[ASSIGNMENT]
Gather all lines from the material that contain "accent".

─── DATA EXTRACT ───

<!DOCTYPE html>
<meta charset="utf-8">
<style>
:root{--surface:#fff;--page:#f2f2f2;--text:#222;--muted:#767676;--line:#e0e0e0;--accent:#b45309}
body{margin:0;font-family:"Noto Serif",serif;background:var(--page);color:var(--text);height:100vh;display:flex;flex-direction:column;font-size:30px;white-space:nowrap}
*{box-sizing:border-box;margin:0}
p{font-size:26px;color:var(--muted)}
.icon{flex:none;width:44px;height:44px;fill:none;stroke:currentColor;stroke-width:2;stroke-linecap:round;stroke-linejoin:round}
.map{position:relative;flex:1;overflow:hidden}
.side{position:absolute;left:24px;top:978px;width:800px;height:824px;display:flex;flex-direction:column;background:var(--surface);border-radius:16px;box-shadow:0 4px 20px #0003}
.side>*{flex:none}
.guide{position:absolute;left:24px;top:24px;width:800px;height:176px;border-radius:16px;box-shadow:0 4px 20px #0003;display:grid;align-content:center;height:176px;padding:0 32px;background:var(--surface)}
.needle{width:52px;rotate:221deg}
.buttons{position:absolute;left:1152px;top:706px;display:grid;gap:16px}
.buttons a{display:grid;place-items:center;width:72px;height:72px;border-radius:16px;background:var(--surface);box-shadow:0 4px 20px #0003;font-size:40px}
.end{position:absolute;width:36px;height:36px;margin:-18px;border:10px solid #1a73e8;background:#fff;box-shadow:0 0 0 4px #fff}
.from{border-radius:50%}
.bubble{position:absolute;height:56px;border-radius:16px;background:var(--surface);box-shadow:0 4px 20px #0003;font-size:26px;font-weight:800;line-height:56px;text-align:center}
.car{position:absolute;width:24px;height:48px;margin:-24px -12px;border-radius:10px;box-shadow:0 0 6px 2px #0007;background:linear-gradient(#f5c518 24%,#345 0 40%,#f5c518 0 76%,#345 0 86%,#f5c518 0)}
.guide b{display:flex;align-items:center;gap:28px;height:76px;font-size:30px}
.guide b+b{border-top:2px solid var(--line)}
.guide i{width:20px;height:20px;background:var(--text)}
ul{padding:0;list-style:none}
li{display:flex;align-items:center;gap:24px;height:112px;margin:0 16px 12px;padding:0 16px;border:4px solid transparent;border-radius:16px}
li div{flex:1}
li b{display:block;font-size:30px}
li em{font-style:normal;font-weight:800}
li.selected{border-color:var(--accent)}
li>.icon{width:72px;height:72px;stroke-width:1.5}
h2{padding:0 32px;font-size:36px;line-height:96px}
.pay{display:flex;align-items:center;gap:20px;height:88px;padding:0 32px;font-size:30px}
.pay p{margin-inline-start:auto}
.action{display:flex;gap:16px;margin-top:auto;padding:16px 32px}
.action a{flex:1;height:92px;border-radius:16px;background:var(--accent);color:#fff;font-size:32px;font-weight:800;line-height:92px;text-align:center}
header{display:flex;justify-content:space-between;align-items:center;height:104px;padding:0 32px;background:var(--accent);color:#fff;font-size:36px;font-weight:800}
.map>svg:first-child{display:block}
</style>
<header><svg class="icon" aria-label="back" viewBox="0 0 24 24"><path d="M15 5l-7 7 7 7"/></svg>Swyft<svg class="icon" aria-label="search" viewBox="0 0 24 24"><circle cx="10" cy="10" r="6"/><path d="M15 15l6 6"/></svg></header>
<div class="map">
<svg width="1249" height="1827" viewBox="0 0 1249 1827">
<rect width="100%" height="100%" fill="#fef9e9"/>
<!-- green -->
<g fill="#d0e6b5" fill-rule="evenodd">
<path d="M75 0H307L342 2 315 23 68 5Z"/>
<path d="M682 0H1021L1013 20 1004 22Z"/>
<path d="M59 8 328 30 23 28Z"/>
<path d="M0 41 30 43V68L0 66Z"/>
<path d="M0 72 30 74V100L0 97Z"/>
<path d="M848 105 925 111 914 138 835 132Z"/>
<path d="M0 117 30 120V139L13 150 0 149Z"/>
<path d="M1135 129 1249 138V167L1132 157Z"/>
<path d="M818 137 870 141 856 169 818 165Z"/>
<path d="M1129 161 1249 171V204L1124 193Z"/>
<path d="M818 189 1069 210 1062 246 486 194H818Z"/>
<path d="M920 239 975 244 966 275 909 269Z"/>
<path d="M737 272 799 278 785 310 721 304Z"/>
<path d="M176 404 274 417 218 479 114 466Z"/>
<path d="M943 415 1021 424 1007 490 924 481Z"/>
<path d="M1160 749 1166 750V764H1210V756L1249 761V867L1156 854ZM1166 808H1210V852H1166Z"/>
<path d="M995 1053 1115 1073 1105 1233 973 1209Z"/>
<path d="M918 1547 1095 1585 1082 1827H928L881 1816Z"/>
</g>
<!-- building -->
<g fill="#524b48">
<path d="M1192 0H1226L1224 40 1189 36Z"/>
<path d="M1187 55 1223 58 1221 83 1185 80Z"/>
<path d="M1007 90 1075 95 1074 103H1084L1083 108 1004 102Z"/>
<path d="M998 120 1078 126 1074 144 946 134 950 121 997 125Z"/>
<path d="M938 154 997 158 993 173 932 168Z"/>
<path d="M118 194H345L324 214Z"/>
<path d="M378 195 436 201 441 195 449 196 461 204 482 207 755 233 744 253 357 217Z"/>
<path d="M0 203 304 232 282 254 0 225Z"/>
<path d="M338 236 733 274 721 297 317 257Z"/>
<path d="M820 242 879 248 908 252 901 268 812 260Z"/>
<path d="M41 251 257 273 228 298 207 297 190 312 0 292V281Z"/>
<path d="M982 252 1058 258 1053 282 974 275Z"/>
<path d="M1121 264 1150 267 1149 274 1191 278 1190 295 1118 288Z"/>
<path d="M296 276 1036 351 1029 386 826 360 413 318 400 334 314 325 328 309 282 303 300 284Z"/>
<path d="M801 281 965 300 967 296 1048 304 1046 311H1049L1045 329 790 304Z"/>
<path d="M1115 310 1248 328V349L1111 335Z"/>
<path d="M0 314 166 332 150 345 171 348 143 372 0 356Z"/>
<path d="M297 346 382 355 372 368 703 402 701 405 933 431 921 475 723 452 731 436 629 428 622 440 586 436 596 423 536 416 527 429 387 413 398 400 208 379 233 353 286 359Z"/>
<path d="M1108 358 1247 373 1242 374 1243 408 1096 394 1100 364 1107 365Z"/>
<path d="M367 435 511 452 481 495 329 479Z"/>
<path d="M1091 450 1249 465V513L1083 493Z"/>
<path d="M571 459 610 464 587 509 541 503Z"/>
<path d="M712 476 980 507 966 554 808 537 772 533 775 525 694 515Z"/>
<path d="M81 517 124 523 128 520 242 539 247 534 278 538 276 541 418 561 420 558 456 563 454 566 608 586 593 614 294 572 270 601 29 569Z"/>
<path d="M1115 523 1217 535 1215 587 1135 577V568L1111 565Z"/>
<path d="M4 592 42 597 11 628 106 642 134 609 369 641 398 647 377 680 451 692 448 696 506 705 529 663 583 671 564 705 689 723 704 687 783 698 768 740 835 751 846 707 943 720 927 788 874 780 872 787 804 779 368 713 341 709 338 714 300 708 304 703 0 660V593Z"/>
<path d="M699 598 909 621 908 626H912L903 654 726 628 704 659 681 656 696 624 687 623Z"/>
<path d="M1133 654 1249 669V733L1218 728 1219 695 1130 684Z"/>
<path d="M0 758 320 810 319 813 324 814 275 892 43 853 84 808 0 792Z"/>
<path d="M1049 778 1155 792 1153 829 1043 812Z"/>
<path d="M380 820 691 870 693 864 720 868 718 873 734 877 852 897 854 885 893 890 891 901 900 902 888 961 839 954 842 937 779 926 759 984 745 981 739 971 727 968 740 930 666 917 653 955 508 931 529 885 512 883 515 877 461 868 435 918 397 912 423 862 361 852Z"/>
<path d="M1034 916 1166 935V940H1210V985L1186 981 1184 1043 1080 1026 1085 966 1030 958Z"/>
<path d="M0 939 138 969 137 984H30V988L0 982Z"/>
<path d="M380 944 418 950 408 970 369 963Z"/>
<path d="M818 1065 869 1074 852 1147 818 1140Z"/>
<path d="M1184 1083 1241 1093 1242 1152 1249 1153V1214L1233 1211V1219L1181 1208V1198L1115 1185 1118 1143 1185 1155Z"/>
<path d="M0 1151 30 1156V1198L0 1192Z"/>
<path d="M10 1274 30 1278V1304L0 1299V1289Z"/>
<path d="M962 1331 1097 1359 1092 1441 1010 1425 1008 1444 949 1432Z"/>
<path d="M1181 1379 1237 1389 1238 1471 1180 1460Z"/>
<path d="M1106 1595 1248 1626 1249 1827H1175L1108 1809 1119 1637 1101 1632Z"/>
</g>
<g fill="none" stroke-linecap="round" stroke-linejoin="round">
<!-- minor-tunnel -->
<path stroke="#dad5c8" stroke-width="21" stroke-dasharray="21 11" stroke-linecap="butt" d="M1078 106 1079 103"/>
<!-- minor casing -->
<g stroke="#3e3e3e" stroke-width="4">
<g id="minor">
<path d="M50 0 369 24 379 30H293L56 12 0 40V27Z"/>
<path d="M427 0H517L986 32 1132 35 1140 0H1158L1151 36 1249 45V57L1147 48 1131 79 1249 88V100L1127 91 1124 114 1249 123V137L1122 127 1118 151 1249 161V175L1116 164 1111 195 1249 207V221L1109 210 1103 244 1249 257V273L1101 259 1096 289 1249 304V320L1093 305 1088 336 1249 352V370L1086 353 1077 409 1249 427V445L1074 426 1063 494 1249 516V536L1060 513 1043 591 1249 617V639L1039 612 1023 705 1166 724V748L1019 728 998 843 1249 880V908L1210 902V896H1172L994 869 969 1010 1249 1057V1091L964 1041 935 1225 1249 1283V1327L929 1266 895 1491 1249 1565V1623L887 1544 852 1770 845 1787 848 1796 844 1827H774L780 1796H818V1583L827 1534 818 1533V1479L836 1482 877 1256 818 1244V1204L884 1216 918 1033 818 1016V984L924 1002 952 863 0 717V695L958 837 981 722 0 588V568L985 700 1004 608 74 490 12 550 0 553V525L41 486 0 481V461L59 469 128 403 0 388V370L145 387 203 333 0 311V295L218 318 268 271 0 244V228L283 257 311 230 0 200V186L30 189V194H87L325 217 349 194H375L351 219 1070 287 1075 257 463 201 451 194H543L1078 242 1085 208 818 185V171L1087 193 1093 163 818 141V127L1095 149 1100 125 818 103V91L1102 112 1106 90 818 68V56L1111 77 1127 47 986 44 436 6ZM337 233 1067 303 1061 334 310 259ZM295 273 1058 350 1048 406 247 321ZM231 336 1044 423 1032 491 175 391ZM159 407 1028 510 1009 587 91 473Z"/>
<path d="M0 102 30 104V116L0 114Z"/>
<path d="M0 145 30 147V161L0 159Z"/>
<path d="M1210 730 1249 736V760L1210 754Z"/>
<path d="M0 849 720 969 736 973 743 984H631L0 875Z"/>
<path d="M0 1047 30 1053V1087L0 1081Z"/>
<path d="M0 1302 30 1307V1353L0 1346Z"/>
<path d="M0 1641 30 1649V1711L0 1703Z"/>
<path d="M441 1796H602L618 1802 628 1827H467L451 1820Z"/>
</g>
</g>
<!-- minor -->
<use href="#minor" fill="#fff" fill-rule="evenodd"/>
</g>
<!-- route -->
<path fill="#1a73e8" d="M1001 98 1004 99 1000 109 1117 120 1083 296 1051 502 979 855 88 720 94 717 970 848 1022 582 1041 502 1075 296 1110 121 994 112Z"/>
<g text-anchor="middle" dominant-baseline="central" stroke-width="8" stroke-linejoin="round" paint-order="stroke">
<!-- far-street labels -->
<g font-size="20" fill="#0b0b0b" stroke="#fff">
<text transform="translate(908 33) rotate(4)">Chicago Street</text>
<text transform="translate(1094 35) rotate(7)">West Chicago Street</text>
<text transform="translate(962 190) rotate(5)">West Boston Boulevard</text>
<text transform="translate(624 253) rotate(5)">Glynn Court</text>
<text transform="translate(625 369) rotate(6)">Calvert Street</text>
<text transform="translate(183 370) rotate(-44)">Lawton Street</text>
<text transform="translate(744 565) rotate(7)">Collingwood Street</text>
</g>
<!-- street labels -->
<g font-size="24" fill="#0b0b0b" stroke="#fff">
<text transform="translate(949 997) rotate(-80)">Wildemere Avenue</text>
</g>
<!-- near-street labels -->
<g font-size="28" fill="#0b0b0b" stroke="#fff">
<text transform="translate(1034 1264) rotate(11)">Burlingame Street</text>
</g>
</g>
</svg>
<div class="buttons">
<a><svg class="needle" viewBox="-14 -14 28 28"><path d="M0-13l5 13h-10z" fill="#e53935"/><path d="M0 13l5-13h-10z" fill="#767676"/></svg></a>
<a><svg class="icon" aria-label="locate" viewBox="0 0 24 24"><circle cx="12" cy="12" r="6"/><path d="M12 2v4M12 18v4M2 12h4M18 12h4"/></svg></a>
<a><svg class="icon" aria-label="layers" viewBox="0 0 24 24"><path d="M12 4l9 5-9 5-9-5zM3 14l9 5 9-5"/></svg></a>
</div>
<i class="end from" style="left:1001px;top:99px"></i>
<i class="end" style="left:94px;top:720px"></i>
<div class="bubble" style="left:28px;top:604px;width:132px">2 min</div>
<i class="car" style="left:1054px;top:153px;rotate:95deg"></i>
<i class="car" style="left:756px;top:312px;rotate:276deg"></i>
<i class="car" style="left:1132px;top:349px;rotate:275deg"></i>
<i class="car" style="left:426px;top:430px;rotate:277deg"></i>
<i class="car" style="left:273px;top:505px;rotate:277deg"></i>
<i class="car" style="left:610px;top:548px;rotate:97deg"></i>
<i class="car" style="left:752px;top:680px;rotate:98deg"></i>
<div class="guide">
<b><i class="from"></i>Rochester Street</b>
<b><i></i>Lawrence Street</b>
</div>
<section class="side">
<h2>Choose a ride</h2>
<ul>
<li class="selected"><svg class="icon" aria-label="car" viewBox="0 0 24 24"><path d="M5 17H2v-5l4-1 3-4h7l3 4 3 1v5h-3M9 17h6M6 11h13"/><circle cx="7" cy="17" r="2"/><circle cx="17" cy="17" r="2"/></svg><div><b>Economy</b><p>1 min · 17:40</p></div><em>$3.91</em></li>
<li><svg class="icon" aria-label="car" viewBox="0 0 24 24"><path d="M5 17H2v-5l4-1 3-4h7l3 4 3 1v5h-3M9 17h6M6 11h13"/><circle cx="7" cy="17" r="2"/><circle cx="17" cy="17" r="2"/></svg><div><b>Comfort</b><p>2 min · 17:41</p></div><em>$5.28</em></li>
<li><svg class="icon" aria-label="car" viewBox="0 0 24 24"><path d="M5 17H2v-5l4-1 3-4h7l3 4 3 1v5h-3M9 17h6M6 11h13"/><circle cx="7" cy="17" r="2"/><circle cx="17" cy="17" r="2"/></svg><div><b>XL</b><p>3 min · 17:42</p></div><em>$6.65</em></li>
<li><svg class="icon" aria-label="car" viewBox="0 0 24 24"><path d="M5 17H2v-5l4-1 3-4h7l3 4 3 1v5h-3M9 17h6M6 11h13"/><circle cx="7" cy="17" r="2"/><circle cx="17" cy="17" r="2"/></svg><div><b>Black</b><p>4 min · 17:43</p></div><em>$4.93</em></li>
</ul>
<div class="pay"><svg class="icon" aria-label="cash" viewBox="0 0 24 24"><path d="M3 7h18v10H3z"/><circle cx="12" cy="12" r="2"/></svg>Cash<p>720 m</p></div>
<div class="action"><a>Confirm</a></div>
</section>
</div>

───

[RESPONSE TO THIS TASK]
:root{--surface:#fff;--page:#f2f2f2;--text:#222;--muted:#767676;--line:#e0e0e0;--accent:#b45309}
li.selected{border-color:var(--accent)}
.action a{flex:1;height:92px;border-radius:16px;background:var(--accent);color:#fff;font-size:32px;font-weight:800;line-height:92px;text-align:center}
header{display:flex;justify-content:space-between;align-items:center;height:104px;padding:0 32px;background:var(--accent);color:#fff;font-size:36px;font-weight:800}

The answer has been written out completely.